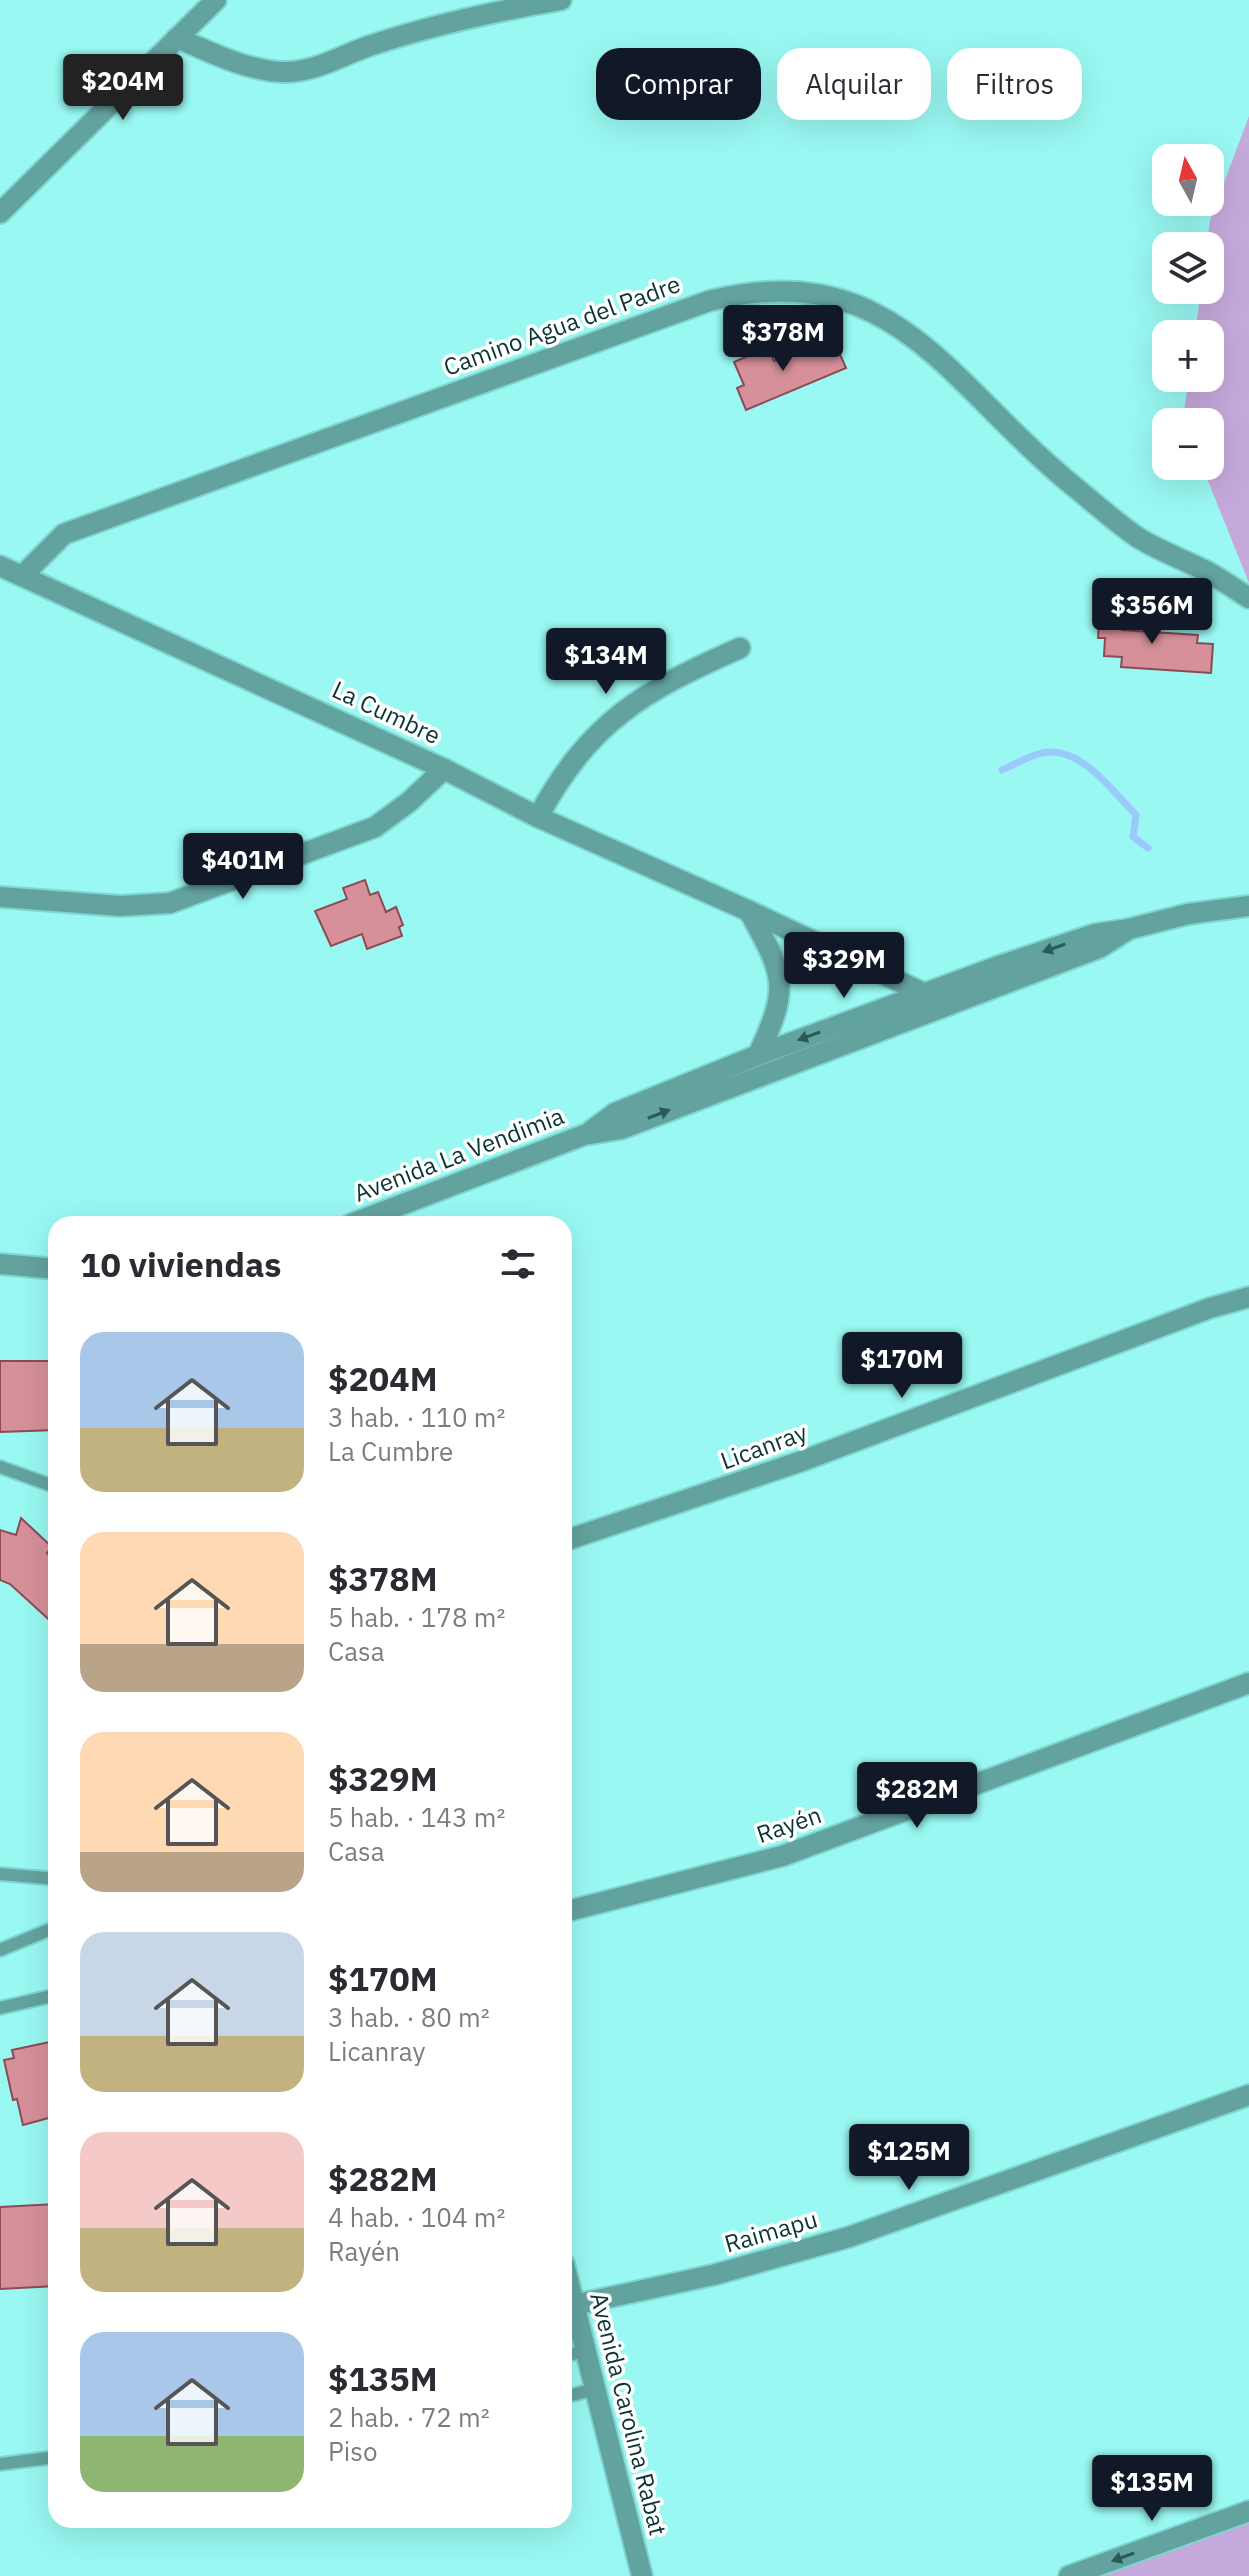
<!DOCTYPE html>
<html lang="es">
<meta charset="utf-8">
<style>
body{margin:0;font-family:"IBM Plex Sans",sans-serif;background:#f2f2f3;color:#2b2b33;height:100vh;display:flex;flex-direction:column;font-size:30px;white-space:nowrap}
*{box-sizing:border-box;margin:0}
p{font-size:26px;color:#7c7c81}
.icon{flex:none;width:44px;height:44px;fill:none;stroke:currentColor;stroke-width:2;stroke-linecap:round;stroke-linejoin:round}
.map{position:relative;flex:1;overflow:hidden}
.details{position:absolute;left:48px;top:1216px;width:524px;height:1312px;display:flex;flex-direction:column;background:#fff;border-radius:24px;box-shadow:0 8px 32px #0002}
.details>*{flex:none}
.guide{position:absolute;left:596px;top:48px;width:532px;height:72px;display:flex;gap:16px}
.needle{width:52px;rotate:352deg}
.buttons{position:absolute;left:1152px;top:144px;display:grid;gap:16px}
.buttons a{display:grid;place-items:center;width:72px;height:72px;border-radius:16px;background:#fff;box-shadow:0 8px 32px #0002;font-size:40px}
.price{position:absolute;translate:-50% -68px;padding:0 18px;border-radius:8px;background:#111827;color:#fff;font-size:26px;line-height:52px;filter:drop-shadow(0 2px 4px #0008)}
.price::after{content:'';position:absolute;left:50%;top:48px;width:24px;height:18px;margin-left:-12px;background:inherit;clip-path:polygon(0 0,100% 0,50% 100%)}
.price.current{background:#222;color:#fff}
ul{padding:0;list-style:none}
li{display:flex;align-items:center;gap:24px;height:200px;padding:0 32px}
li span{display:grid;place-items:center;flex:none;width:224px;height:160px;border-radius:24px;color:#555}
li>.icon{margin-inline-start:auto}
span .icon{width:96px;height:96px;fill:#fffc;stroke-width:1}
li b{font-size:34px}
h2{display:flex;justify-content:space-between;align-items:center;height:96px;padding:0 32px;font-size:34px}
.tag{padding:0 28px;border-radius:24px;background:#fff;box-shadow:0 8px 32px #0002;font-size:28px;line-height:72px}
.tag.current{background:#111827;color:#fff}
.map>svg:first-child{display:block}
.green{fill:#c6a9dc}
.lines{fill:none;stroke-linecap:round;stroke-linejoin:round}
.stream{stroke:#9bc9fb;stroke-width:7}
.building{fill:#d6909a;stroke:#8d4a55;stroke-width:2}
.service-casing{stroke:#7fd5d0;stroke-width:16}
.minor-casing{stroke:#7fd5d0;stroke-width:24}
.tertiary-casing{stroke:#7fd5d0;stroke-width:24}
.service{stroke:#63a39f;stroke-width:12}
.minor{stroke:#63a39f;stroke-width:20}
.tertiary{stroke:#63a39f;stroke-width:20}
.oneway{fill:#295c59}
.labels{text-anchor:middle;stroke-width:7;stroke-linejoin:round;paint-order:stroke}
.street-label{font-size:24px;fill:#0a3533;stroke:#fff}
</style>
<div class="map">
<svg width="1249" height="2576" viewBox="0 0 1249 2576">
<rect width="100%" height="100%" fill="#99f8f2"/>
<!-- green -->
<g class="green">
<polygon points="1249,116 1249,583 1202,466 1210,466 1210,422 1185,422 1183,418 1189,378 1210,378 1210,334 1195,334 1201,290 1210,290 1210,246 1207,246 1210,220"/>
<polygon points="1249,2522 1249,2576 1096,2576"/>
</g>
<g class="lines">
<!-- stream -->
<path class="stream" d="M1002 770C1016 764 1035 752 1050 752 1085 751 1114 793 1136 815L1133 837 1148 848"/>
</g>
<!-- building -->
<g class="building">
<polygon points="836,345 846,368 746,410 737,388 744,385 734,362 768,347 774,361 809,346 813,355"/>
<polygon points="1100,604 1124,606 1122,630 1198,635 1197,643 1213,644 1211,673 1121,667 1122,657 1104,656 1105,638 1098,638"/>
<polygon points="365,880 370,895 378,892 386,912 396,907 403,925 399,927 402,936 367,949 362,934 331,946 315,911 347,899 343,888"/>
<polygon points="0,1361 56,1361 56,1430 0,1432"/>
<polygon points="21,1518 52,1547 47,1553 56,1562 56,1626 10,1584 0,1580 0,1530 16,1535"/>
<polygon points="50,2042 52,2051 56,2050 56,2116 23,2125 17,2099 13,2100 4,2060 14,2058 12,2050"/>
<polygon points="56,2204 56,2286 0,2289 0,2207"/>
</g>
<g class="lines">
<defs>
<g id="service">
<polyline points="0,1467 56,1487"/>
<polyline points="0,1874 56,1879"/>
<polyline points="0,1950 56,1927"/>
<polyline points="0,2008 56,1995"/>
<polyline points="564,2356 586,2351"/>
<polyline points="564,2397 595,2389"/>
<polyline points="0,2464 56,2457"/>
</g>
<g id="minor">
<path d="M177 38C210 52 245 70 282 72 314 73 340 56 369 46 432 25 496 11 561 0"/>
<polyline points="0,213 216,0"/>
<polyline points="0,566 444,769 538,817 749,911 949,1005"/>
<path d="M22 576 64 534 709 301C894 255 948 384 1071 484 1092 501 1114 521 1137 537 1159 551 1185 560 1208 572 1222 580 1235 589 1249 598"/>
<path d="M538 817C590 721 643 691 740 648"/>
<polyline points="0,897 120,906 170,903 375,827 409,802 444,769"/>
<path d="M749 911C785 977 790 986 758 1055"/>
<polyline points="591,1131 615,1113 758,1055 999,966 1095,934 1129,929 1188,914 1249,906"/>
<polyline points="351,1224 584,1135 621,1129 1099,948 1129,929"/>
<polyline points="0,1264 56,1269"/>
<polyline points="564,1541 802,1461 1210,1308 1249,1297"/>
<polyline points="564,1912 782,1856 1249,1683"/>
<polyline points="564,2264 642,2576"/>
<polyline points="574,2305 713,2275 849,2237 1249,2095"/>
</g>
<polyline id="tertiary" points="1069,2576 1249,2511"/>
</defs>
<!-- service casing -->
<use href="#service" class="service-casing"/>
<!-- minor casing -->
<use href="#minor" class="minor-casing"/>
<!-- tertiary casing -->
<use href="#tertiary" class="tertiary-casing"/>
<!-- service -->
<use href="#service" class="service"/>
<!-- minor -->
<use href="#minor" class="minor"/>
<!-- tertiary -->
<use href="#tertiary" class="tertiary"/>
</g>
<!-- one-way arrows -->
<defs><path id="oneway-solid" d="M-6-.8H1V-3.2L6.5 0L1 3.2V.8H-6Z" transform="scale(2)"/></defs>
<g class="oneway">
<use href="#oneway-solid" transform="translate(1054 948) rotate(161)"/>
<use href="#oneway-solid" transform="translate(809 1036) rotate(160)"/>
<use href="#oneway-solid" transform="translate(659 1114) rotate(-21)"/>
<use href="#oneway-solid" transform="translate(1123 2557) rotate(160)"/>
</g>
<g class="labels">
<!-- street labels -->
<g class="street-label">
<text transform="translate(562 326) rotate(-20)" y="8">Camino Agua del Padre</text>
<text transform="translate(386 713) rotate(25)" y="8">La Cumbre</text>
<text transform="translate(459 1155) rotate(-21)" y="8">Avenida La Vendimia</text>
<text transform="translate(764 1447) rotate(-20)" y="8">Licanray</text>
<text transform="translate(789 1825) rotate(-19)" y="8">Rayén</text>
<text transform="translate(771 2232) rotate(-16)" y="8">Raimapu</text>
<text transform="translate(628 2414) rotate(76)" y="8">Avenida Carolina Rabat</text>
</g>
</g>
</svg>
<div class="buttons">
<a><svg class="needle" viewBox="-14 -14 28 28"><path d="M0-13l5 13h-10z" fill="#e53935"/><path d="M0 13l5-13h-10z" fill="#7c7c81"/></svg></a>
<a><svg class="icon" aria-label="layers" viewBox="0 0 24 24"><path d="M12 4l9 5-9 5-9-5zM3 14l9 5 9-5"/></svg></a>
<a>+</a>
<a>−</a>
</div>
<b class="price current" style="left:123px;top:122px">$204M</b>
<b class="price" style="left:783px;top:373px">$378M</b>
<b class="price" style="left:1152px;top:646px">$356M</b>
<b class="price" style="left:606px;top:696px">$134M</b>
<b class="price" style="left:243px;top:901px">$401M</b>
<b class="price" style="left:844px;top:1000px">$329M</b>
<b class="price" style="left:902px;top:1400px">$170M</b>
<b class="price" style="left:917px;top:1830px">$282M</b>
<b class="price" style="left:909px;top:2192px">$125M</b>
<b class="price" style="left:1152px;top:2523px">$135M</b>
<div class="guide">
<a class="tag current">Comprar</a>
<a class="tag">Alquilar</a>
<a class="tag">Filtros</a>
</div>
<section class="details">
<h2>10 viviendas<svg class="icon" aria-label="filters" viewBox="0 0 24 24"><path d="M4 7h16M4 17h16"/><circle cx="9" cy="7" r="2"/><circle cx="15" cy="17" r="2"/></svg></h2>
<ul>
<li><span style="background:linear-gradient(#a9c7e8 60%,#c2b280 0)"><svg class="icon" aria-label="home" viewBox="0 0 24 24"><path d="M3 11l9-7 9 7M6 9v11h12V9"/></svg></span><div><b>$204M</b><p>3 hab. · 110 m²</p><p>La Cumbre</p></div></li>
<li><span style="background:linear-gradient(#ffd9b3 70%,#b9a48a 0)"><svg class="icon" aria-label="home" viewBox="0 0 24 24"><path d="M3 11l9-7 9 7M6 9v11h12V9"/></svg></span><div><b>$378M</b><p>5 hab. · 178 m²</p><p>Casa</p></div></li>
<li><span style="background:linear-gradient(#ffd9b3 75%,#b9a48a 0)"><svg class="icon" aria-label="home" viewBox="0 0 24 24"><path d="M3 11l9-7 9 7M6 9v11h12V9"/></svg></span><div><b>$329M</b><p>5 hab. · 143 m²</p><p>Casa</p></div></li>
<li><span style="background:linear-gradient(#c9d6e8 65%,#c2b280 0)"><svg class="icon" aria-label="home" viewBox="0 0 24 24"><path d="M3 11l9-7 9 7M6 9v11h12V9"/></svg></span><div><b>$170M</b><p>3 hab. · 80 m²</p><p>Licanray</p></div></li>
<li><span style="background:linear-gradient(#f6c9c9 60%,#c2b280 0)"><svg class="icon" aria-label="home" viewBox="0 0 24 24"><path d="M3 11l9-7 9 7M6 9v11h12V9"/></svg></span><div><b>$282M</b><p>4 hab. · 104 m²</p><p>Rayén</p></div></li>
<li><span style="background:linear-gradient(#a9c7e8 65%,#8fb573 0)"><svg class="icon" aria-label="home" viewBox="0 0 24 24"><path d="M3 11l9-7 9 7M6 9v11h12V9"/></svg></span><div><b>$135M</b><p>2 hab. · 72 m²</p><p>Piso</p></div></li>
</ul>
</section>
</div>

Exercise -> Which of the lines above hold the string "buttons"? Pick each of them out.

Answer to this problem ->
.buttons{position:absolute;left:1152px;top:144px;display:grid;gap:16px}
.buttons a{display:grid;place-items:center;width:72px;height:72px;border-radius:16px;background:#fff;box-shadow:0 8px 32px #0002;font-size:40px}
<div class="buttons">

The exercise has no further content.